L’automne est bien avancé, mais la météo reste estivale. Le ciel est clair, pas de vent, une mer d’huile, ou presque. La reprise des périodes à la mer est pour le moins soft. Le Vauquelin roule à peine. Les manœuvres avec les navires du groupe se font sereinement.
Le poste de ravitaillement avec le Duguay Trouin est presque un exercice de style tant les conditions météo sont clémentes. De la plage arrière, où mon tiers est à poste, je contemple le Duguay Trouin se rapprocher. Il pousse un peu la machine pour se mettre au niveau du Vauquelin. Des volutes de fumée brune s’échappent par instants de ses cheminées. Puis ralenti doucement pour rester à couple.

Un coup de sifflet retenti, « Attention au lance amarre » annoncent les haut-parleurs. La détonation du fusil lance amarre est juste perceptible. Les deux navires sont à bonne hauteur. D’où je me trouve ; la plage arrière, je ne vois plus que celle du Duguay et les collègues d’en face, comme nous, au poste d’admiration.
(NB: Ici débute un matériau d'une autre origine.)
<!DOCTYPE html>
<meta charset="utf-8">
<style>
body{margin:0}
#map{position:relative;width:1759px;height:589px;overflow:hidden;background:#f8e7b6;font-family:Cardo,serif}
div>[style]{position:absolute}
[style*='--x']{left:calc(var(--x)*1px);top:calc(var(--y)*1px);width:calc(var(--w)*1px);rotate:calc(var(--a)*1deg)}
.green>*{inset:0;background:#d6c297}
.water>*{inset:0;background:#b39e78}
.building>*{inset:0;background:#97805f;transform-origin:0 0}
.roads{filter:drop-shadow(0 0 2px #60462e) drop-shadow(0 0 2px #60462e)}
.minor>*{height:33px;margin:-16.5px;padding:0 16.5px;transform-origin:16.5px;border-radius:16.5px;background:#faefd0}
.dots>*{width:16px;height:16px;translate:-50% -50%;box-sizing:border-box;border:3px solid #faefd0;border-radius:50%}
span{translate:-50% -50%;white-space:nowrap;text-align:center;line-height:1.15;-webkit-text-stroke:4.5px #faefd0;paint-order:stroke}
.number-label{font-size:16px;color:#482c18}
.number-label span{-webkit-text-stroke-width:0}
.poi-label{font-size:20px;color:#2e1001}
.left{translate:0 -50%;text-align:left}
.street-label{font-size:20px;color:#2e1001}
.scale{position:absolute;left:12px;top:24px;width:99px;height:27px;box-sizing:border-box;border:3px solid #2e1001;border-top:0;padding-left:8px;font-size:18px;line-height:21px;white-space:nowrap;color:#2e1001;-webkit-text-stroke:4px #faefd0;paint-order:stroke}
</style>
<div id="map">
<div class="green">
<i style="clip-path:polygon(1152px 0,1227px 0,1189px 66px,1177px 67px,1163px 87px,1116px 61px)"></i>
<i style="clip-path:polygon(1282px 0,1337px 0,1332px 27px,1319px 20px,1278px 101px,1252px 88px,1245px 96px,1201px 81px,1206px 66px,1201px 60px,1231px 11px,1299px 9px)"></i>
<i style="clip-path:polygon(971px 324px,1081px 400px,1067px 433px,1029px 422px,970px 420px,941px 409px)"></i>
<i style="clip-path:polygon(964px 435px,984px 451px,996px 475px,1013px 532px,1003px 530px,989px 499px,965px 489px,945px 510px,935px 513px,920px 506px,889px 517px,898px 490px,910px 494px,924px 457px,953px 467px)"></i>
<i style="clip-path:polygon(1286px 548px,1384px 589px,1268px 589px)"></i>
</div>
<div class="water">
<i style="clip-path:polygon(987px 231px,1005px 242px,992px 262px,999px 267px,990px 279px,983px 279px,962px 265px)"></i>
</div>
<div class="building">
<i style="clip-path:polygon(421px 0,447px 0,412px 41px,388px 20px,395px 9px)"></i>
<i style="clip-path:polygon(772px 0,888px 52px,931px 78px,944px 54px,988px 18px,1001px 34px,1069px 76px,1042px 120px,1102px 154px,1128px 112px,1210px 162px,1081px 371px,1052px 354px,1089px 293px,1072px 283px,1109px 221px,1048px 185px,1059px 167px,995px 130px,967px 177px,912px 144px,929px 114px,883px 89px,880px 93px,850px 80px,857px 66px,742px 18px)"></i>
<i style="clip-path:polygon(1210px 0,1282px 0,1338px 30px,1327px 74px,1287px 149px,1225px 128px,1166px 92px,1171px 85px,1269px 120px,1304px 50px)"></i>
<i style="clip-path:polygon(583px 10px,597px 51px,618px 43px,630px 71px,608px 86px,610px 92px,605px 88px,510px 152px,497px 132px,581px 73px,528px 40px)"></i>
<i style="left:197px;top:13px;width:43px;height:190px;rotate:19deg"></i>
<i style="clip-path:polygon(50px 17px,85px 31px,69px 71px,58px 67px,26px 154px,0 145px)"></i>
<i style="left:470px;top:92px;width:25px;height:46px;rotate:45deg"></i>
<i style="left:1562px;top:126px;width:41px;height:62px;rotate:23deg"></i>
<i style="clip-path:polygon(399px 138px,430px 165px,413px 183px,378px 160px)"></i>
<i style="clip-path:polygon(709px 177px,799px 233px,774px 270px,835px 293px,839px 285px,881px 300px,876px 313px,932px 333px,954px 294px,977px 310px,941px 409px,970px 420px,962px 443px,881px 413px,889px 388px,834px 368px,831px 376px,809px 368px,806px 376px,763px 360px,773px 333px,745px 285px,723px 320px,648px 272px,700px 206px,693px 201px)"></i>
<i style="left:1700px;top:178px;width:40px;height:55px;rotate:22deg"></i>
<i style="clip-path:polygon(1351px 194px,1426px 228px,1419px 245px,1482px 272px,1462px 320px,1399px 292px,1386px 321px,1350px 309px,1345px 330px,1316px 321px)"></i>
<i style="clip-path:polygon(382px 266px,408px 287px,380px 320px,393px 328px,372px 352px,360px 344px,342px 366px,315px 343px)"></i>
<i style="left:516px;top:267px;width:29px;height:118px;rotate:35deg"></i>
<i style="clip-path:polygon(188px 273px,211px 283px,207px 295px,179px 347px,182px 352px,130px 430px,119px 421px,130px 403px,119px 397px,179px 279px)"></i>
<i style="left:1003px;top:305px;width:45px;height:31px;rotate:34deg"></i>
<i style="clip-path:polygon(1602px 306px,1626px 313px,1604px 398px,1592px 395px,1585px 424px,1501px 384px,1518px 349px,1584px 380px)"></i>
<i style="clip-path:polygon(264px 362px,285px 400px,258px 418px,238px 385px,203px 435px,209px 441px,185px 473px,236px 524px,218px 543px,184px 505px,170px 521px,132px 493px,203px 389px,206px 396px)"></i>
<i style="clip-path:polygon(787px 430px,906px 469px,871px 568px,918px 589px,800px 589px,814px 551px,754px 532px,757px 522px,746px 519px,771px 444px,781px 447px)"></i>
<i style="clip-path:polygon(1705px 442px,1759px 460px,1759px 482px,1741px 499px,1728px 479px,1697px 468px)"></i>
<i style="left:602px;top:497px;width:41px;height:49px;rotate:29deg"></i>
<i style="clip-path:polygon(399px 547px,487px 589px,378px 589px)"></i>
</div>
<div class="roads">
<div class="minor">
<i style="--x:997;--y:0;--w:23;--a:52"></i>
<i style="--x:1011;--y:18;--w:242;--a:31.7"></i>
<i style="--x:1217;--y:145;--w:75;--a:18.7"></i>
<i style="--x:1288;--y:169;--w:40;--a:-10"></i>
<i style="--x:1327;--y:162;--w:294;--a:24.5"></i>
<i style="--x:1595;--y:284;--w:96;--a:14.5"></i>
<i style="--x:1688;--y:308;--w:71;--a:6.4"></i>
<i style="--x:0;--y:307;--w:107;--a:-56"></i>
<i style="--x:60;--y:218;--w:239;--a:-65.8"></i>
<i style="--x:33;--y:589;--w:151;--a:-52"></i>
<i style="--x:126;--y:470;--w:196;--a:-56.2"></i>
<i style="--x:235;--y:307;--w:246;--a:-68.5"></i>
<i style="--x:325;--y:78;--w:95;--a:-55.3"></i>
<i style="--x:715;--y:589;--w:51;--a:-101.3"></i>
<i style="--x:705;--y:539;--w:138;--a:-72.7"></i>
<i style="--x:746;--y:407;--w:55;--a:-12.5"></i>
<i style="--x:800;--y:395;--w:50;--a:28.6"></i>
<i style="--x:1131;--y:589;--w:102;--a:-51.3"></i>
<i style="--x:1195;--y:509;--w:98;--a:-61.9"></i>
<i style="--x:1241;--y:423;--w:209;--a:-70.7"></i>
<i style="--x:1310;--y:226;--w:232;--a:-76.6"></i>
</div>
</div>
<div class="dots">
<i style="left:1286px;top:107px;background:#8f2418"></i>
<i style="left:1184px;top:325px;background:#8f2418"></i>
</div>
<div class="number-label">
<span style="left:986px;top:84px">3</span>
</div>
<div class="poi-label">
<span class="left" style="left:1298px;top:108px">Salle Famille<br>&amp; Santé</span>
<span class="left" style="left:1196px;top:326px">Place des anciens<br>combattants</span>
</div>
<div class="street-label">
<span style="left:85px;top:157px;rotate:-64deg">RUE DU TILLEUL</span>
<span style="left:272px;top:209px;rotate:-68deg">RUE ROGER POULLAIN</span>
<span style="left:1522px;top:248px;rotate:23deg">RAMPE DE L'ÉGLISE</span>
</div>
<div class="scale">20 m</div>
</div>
La manœuvre n’aura pas duré une demi-heure. N’ayant rien à faire, je n’ai rien vu, je me suis laissé bercer par le vent relatif. Le Duguay reprend de la vitesse et s’éloigne. Sur bâbord, c’est au tour du Du Chayla de se rapprocher. Et là, même motif, même punition : Navigation à couple, sifflet, lance amarres … et même attente sur la plage arrière.
Le 23 octobre, le Vauquelin mouille au large de Cavalaire pour la nuit. Le 23 au matin, appareillage pour Calvi Sur la route, les exercices d'entrainement vont s'enchainer.
L’objectif était de faire une manœuvre avec la légion. Pour ce faire, le troisième tiers appelé aussi « Corps Déb. » qui signifie corps de débarquement est envoyé à terre jouer aux fantassins. Je n’en suis pas et le regrette. Je suis du deuxième tiers.
Le Vauquelin mouille à Calvi. Le troisième tiers y est descendu Calvi. Le troisième tier y est descendu à terre pour une manœuvre avec la Légion ...
C’est à cette époque que le navire à fait escale à Gênes Ville au passé certes prestigieux mais au présent très banal. Je n’en garde aucun souvenir.
Gênes. L'escale qui ne fut pas inoubliable. Le Vauquelin à couple avec le Du Chayla, lui même à couple avec le Dugay Trouin à quai.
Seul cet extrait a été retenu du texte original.